WHAT TO WORK ON:
This exercise asks for every record to be output again exactly.

[PROVIDED RECORDS Boundary: Start]

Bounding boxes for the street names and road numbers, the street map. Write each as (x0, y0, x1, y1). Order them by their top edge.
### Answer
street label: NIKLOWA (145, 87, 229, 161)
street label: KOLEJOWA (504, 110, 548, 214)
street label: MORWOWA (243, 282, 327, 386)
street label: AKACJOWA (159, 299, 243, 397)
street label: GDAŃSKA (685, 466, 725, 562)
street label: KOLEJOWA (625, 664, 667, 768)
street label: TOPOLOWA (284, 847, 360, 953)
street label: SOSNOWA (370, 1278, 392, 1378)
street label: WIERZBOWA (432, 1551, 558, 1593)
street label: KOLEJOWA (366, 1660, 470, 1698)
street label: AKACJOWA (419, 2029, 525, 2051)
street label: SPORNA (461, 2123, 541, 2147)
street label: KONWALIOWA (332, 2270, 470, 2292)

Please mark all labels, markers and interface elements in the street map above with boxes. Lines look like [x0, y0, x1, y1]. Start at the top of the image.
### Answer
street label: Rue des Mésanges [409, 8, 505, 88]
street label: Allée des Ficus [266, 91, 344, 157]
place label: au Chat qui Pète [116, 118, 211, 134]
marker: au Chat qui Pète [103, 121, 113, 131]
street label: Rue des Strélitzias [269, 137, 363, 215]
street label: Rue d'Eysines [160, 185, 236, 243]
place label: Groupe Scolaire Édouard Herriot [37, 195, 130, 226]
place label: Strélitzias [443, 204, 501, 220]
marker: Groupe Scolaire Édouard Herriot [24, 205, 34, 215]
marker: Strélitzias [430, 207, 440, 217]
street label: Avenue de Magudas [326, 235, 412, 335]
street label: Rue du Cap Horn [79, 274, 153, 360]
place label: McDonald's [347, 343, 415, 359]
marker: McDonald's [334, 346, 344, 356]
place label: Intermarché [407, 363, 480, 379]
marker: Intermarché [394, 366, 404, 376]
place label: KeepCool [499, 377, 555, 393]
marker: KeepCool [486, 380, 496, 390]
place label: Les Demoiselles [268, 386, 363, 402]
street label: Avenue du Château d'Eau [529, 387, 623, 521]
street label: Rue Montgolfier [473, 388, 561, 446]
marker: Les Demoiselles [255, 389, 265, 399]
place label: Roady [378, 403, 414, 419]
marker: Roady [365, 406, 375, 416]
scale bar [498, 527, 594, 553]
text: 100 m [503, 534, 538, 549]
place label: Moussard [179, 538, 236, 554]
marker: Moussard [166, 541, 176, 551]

[PROVIDED RECORDS Boundary: End]

TASK OUTPUT:
Bounding boxes for the street names and road numbers, the street map. Write each as (x0, y0, x1, y1). Order them by their top edge.
### Answer
street label: NIKLOWA (145, 87, 229, 161)
street label: KOLEJOWA (504, 110, 548, 214)
street label: MORWOWA (243, 282, 327, 386)
street label: AKACJOWA (159, 299, 243, 397)
street label: GDAŃSKA (685, 466, 725, 562)
street label: KOLEJOWA (625, 664, 667, 768)
street label: TOPOLOWA (284, 847, 360, 953)
street label: SOSNOWA (370, 1278, 392, 1378)
street label: WIERZBOWA (432, 1551, 558, 1593)
street label: KOLEJOWA (366, 1660, 470, 1698)
street label: AKACJOWA (419, 2029, 525, 2051)
street label: SPORNA (461, 2123, 541, 2147)
street label: KONWALIOWA (332, 2270, 470, 2292)

Please mark all labels, markers and interface elements in the street map above with boxes. Lines look like [x0, y0, x1, y1]. Start at the top of the image.
### Answer
street label: Rue des Mésanges [409, 8, 505, 88]
street label: Allée des Ficus [266, 91, 344, 157]
place label: au Chat qui Pète [116, 118, 211, 134]
marker: au Chat qui Pète [103, 121, 113, 131]
street label: Rue des Strélitzias [269, 137, 363, 215]
street label: Rue d'Eysines [160, 185, 236, 243]
place label: Groupe Scolaire Édouard Herriot [37, 195, 130, 226]
place label: Strélitzias [443, 204, 501, 220]
marker: Groupe Scolaire Édouard Herriot [24, 205, 34, 215]
marker: Strélitzias [430, 207, 440, 217]
street label: Avenue de Magudas [326, 235, 412, 335]
street label: Rue du Cap Horn [79, 274, 153, 360]
place label: McDonald's [347, 343, 415, 359]
marker: McDonald's [334, 346, 344, 356]
place label: Intermarché [407, 363, 480, 379]
marker: Intermarché [394, 366, 404, 376]
place label: KeepCool [499, 377, 555, 393]
marker: KeepCool [486, 380, 496, 390]
place label: Les Demoiselles [268, 386, 363, 402]
street label: Avenue du Château d'Eau [529, 387, 623, 521]
street label: Rue Montgolfier [473, 388, 561, 446]
marker: Les Demoiselles [255, 389, 265, 399]
place label: Roady [378, 403, 414, 419]
marker: Roady [365, 406, 375, 416]
scale bar [498, 527, 594, 553]
text: 100 m [503, 534, 538, 549]
place label: Moussard [179, 538, 236, 554]
marker: Moussard [166, 541, 176, 551]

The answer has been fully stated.